Task directions> Please show every line in the entries below that includes the word "lineJoin".

START Supplied material

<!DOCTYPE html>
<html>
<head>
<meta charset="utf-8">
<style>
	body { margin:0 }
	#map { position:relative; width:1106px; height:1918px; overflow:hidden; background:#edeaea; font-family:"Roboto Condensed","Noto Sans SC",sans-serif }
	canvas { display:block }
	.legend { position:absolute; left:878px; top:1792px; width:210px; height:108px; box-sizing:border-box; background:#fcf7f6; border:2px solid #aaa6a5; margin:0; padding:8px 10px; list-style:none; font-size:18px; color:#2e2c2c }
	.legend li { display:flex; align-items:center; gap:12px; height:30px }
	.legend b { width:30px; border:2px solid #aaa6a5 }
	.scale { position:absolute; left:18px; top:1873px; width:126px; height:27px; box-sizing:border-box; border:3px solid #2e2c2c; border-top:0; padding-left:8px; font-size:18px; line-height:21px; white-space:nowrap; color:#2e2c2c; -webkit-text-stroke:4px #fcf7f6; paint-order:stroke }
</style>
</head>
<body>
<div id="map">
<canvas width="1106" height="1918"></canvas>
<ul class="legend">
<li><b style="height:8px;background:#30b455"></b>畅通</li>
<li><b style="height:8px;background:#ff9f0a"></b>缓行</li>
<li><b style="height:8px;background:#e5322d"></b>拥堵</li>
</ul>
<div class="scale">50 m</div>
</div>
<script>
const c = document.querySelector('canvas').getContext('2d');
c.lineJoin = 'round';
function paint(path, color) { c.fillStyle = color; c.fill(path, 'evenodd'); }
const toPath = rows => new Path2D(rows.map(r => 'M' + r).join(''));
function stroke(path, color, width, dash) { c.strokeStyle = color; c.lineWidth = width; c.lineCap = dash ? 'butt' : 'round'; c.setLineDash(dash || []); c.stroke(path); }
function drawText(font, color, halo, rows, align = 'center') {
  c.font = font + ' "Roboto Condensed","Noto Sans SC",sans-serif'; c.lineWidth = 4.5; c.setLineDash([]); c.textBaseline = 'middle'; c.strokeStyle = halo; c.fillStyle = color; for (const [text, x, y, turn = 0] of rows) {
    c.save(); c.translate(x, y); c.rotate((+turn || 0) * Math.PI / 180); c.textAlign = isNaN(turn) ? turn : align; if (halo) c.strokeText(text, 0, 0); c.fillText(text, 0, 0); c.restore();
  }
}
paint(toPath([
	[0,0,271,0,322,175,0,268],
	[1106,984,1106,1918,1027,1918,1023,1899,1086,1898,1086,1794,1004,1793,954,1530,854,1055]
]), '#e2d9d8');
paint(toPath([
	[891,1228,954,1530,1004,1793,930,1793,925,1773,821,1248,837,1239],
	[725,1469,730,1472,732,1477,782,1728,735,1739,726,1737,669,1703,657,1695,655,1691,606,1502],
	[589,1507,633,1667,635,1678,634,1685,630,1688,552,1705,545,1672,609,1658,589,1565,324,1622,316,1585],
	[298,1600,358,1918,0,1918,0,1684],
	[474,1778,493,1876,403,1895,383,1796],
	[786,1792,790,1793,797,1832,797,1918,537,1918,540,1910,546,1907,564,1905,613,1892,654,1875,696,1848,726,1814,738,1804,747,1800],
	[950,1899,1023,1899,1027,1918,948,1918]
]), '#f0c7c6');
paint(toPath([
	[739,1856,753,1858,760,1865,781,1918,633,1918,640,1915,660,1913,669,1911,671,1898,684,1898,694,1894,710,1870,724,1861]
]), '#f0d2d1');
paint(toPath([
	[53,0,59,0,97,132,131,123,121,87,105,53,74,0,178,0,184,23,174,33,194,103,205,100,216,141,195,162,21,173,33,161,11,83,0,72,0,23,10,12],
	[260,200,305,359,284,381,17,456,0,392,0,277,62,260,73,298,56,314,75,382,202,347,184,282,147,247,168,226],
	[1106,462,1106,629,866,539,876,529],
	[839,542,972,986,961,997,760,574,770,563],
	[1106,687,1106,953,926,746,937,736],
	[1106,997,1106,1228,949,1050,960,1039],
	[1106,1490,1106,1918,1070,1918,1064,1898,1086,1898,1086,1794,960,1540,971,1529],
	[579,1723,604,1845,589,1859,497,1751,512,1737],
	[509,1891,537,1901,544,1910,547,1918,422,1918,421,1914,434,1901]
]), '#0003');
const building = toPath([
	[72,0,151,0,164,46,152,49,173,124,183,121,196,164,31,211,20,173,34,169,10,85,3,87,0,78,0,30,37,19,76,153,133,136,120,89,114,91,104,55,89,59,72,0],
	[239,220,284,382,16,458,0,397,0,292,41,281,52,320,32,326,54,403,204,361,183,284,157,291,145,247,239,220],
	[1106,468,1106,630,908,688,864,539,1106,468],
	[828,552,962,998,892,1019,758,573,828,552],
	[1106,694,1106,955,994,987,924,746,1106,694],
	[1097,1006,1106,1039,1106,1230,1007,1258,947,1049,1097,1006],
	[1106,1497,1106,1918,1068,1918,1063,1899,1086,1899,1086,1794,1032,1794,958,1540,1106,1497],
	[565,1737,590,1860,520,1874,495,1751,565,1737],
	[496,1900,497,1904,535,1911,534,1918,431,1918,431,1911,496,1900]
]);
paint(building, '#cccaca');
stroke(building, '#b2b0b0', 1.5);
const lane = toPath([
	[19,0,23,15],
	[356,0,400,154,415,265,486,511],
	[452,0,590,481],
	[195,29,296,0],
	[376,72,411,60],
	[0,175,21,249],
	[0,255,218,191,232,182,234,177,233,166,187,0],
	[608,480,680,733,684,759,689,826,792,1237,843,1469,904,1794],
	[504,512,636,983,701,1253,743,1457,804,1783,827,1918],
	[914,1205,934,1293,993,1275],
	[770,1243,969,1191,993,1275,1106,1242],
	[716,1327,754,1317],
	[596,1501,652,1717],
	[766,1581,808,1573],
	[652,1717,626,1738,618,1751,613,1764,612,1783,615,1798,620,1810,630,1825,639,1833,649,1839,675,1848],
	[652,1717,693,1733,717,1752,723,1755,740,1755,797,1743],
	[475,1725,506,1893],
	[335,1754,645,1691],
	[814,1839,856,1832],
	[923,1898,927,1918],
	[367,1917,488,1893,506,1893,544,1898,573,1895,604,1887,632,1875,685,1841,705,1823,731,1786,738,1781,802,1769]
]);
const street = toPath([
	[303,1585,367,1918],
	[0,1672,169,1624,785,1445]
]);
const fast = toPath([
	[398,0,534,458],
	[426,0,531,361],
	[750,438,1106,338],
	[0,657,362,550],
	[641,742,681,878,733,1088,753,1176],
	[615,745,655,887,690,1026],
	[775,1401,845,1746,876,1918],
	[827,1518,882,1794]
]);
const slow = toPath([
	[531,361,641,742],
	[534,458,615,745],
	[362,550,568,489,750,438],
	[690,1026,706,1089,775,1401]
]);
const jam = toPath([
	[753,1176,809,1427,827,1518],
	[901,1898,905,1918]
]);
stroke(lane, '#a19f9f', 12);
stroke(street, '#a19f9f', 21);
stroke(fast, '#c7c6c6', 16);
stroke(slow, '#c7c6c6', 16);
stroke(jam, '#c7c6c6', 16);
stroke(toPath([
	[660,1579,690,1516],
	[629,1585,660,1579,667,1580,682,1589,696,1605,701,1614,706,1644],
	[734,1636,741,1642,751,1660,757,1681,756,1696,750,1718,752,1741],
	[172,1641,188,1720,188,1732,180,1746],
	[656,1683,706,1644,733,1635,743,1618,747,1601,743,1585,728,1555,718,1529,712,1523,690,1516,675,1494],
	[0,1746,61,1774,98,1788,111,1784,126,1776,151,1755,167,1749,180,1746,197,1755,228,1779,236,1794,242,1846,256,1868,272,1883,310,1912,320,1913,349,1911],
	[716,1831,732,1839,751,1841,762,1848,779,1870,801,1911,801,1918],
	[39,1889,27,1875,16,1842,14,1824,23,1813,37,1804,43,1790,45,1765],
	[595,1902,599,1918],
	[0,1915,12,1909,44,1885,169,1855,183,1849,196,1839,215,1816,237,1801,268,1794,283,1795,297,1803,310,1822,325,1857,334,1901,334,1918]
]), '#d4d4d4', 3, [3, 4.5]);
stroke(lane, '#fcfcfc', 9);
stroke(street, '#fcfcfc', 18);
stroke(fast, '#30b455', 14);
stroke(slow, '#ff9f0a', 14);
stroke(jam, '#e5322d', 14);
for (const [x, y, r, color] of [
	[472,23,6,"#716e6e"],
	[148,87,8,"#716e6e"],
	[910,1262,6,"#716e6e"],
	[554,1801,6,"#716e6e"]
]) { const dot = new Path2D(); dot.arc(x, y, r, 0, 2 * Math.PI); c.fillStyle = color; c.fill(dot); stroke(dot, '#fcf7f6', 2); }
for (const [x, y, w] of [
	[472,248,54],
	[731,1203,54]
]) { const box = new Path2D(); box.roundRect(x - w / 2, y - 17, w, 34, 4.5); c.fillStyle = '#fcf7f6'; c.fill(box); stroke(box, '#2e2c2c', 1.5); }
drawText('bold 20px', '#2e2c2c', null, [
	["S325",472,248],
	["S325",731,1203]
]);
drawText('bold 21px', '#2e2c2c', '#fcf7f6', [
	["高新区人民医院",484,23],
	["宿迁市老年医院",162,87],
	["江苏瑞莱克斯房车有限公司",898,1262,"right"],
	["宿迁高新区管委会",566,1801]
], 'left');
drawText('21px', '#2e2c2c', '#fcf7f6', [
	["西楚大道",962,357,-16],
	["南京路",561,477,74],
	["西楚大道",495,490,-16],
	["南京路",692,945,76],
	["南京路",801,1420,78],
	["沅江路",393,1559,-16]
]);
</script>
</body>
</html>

END Supplied material
START Supplied material

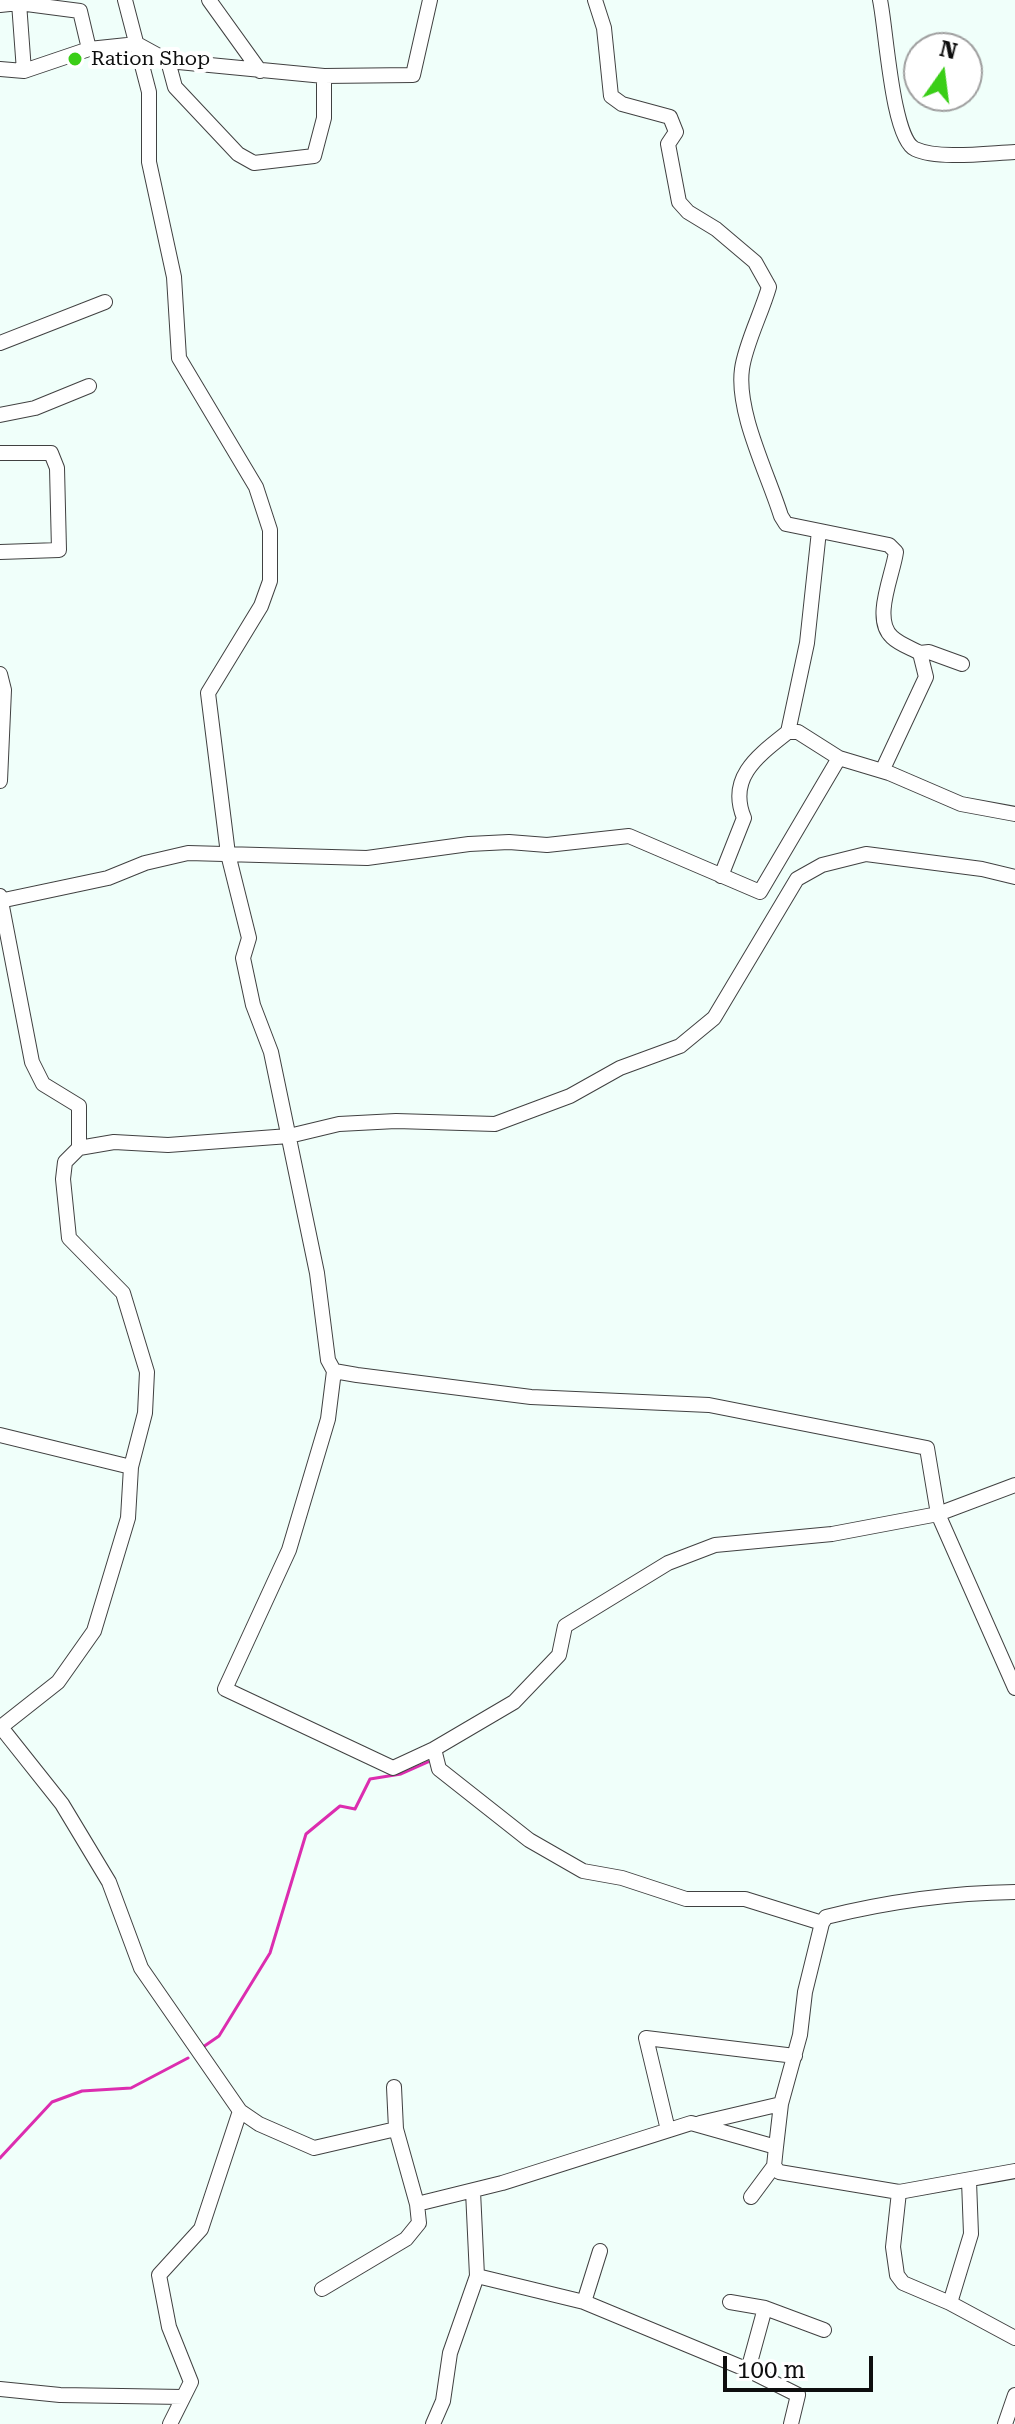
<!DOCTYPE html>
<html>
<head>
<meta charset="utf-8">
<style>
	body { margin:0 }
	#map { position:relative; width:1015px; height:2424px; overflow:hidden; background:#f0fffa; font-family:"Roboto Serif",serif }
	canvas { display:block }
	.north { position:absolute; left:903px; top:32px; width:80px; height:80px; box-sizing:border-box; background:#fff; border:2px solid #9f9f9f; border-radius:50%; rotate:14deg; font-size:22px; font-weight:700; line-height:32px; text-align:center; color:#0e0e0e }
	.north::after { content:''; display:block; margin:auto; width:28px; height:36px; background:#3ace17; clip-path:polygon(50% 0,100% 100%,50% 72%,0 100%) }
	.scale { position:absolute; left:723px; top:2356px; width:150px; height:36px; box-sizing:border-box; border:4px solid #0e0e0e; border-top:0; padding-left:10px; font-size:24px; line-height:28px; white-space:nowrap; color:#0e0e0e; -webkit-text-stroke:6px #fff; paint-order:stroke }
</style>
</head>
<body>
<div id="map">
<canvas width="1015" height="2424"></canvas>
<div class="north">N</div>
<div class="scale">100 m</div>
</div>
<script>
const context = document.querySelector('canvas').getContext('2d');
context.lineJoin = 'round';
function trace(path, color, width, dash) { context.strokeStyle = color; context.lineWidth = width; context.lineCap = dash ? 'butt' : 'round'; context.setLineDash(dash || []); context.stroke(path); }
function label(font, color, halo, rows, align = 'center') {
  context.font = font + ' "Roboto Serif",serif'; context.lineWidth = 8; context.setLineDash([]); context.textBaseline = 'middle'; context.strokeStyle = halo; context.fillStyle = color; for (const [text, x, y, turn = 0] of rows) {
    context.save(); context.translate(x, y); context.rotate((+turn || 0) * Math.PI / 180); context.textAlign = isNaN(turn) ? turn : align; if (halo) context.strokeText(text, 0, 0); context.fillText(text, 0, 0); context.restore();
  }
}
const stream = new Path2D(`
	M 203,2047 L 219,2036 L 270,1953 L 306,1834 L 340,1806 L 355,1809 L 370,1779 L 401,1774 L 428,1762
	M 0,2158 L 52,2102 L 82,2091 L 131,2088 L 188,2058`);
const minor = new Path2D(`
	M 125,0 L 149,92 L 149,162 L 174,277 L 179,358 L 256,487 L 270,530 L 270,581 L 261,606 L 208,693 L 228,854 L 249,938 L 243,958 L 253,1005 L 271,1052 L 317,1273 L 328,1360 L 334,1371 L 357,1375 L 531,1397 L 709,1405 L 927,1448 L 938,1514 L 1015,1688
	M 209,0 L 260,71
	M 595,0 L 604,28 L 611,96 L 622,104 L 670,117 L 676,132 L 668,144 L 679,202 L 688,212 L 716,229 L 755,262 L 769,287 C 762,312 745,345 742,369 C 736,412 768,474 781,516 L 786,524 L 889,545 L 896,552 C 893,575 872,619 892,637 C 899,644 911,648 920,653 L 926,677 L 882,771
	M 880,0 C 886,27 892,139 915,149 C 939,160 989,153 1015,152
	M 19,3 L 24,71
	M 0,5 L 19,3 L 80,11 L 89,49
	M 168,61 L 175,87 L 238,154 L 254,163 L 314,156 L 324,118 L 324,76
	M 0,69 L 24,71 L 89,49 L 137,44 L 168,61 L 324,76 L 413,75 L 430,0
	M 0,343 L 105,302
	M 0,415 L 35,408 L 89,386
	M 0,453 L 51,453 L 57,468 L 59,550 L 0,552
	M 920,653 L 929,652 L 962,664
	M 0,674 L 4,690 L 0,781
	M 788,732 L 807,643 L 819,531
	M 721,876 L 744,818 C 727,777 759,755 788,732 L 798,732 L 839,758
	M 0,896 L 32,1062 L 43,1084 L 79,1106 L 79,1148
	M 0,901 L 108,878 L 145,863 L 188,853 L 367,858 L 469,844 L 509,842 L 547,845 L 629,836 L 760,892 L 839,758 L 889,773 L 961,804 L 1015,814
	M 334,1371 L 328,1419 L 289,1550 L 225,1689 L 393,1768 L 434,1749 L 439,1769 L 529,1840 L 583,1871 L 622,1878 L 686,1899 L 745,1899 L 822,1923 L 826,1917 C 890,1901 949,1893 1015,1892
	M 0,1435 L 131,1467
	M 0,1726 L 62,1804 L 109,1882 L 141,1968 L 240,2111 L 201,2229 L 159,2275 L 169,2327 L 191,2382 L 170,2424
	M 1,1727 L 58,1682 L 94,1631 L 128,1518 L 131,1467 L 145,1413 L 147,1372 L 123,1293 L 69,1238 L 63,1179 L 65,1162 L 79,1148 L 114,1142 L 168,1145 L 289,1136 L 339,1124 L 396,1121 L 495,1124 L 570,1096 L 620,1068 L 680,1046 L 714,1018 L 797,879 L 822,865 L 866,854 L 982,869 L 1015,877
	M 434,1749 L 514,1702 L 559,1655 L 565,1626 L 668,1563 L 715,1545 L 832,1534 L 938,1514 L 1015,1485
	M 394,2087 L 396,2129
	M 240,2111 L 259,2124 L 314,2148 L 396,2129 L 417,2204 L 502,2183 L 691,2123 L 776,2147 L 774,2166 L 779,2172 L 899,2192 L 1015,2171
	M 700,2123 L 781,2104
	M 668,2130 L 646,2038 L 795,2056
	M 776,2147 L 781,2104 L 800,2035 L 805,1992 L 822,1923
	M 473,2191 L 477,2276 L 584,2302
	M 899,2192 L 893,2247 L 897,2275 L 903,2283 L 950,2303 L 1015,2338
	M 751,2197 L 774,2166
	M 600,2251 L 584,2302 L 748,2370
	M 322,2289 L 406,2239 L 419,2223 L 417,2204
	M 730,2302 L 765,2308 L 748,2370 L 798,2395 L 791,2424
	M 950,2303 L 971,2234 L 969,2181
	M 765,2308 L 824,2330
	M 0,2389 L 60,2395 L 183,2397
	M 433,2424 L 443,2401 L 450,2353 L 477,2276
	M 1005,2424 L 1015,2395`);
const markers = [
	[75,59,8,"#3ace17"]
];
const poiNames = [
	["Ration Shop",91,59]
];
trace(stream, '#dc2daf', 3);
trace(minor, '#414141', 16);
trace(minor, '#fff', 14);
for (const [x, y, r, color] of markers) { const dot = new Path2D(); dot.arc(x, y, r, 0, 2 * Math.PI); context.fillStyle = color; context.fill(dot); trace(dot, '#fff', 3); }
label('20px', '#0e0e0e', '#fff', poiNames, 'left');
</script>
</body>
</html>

END Supplied material

Task answer>
c.lineJoin = 'round';
context.lineJoin = 'round';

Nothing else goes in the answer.